Work instructions » From the entries below, copy each line in which the word "overflow" occurs.

= Beginning of Section =

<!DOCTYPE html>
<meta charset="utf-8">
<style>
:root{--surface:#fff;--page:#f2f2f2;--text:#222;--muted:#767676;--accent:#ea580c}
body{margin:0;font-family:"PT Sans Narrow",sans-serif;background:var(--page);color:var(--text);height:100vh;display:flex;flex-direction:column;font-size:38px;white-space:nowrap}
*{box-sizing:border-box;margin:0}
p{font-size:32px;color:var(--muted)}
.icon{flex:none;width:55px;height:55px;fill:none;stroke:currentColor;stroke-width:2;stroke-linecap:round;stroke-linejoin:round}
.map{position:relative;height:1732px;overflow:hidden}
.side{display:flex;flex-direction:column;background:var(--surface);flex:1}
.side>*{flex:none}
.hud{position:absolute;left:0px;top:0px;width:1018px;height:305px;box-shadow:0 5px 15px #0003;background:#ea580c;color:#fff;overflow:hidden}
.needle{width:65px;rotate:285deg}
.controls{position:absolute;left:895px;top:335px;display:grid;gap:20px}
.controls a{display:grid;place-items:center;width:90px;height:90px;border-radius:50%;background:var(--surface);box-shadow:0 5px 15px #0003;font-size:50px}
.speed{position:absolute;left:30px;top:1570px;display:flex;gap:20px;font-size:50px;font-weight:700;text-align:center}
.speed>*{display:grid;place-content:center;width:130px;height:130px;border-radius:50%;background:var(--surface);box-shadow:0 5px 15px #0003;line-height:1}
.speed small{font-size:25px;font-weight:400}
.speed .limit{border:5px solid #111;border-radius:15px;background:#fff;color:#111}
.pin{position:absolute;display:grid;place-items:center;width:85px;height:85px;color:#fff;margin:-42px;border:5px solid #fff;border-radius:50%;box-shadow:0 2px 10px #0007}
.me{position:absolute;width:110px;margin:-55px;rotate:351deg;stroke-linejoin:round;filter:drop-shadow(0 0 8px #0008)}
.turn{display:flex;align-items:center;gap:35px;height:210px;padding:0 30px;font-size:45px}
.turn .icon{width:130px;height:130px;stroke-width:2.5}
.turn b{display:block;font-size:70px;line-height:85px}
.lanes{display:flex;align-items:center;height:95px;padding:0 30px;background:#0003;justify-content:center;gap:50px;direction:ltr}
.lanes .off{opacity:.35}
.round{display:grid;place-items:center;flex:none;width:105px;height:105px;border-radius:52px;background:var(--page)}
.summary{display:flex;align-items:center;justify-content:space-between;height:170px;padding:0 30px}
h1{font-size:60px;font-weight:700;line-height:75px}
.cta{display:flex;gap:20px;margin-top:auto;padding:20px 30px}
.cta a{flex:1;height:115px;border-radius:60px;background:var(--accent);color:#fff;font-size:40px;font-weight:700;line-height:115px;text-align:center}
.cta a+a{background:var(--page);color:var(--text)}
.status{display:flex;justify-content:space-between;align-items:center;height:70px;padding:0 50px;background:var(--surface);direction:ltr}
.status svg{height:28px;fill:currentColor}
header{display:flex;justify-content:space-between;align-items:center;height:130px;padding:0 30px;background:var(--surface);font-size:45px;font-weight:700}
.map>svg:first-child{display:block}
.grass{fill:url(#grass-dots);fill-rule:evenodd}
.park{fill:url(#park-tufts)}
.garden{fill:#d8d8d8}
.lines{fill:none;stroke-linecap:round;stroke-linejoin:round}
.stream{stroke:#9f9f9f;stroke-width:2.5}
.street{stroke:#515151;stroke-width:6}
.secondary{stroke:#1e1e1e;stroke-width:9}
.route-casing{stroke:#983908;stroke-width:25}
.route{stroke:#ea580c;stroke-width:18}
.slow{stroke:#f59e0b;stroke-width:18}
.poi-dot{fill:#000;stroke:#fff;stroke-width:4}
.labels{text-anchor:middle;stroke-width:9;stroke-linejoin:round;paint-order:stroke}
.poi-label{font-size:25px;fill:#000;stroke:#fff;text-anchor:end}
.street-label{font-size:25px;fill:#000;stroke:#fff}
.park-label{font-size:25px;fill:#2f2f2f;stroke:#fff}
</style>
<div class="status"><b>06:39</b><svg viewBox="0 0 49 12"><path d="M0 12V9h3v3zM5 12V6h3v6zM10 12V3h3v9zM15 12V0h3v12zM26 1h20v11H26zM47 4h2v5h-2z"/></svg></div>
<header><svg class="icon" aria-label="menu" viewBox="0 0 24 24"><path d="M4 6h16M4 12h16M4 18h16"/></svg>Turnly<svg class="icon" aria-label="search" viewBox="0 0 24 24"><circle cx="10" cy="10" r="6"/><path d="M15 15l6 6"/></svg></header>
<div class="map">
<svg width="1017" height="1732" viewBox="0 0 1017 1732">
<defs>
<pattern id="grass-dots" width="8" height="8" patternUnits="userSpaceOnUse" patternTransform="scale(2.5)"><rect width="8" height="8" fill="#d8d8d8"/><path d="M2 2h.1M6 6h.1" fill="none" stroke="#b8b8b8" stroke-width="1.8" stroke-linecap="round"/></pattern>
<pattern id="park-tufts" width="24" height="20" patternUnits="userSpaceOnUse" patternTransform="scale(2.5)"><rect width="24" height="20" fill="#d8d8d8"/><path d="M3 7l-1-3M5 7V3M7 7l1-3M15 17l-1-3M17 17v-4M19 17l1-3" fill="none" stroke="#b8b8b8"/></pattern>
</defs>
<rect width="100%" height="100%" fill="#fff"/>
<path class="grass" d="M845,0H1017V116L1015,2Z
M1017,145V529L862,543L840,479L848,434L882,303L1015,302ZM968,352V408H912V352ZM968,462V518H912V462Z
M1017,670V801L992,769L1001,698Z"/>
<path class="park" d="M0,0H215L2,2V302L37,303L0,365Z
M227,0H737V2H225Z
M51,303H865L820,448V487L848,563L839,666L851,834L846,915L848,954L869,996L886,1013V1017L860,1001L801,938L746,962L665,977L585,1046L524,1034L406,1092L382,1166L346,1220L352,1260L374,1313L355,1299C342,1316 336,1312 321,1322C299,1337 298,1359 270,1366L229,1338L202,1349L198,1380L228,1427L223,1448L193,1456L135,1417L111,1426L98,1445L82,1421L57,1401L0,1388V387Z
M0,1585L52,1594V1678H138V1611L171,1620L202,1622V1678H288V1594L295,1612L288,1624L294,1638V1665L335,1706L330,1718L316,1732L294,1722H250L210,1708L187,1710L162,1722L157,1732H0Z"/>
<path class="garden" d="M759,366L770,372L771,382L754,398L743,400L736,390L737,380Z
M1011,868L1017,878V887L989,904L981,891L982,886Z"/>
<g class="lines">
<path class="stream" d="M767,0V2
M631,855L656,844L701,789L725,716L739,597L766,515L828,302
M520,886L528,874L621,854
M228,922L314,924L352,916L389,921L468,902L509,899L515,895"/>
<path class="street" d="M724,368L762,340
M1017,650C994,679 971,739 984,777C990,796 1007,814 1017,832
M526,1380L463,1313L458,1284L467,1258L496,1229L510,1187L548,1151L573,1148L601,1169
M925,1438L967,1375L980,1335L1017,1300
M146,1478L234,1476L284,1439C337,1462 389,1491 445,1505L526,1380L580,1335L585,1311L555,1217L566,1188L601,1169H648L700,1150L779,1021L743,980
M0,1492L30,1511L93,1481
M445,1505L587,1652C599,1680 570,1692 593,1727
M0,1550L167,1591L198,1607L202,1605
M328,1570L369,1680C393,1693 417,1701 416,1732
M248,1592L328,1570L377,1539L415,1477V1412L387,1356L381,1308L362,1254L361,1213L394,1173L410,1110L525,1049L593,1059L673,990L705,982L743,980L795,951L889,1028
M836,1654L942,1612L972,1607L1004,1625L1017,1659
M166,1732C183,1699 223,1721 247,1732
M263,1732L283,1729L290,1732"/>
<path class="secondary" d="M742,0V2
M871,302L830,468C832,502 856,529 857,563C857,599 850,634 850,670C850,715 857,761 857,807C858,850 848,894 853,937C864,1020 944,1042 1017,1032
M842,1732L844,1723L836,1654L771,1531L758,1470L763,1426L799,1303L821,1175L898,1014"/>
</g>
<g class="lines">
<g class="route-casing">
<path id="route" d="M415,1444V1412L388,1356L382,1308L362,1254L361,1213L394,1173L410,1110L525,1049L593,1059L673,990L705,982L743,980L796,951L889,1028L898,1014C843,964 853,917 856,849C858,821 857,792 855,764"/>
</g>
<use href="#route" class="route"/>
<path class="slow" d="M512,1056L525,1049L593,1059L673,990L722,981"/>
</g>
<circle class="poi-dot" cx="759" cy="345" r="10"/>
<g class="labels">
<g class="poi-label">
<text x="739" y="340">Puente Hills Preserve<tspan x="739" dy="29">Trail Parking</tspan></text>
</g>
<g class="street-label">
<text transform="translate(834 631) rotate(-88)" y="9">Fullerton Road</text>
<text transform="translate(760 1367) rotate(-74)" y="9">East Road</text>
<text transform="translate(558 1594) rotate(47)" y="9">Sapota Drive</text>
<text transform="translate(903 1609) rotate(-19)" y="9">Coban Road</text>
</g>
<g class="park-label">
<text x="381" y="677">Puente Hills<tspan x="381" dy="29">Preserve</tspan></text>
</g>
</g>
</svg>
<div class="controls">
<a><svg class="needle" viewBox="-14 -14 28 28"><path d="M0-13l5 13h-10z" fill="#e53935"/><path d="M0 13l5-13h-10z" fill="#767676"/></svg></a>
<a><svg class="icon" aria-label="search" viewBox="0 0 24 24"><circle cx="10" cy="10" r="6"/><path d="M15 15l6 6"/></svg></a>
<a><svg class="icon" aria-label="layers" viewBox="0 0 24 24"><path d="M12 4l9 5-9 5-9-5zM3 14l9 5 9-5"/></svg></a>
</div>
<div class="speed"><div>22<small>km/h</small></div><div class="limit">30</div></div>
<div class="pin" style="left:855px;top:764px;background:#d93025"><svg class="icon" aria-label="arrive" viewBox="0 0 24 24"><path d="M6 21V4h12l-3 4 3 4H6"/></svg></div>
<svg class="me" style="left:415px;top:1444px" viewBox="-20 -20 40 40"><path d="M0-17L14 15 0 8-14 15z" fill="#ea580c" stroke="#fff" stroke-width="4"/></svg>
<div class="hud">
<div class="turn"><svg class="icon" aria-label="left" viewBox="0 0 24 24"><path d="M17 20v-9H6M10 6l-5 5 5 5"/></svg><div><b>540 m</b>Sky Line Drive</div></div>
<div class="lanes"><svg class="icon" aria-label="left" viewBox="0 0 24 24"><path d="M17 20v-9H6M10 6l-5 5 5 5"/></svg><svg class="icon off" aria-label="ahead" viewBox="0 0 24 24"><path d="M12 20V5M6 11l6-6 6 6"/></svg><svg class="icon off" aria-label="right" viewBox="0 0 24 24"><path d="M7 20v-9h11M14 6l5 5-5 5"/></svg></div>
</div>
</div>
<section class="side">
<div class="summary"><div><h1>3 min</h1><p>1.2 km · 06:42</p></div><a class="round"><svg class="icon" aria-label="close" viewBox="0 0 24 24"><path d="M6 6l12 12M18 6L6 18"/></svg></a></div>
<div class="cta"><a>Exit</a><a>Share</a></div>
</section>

= End of Section =

Exercise output »
.map{position:relative;height:1732px;overflow:hidden}
.hud{position:absolute;left:0px;top:0px;width:1018px;height:305px;box-shadow:0 5px 15px #0003;background:#ea580c;color:#fff;overflow:hidden}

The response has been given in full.